__Directions__.
Go through the records below and show every line with the string "высоты".

__Data excerpts__.
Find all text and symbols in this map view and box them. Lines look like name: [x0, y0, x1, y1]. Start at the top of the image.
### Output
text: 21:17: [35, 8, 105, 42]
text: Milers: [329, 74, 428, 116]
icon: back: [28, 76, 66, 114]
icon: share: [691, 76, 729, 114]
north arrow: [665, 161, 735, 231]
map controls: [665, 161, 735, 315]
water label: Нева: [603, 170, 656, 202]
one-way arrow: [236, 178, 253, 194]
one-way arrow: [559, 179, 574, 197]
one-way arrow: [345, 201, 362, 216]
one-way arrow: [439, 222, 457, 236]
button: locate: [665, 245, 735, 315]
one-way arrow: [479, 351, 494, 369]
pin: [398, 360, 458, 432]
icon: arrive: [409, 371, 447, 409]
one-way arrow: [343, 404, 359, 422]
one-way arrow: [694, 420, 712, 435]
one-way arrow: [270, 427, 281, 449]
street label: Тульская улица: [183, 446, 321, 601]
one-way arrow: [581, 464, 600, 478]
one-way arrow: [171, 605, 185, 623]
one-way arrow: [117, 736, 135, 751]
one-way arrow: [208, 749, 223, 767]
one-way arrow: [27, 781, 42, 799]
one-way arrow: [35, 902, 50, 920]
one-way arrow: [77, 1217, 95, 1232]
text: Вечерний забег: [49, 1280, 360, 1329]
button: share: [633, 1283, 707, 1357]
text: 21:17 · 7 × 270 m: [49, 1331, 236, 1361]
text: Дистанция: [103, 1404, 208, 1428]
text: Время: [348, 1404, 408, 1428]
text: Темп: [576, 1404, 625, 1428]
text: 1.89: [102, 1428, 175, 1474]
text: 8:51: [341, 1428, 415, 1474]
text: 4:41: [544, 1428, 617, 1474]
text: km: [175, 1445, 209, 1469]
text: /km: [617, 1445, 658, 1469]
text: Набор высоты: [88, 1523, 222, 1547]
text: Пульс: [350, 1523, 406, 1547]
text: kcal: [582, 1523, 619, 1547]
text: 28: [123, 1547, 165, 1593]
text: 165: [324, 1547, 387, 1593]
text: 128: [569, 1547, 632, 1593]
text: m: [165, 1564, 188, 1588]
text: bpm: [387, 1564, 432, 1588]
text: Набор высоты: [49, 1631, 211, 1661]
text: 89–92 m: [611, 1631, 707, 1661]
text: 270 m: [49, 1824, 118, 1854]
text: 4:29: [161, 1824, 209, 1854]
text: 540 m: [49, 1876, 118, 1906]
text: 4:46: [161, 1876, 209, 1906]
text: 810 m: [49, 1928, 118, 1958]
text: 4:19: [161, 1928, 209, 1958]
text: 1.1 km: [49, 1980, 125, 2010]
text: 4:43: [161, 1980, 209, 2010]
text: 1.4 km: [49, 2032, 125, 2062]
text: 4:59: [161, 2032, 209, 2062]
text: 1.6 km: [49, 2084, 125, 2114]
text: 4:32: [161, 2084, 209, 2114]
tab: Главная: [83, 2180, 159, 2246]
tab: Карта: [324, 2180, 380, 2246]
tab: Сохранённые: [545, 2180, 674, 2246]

__Written response__.
text: Набор высоты: [88, 1523, 222, 1547]
text: Набор высоты: [49, 1631, 211, 1661]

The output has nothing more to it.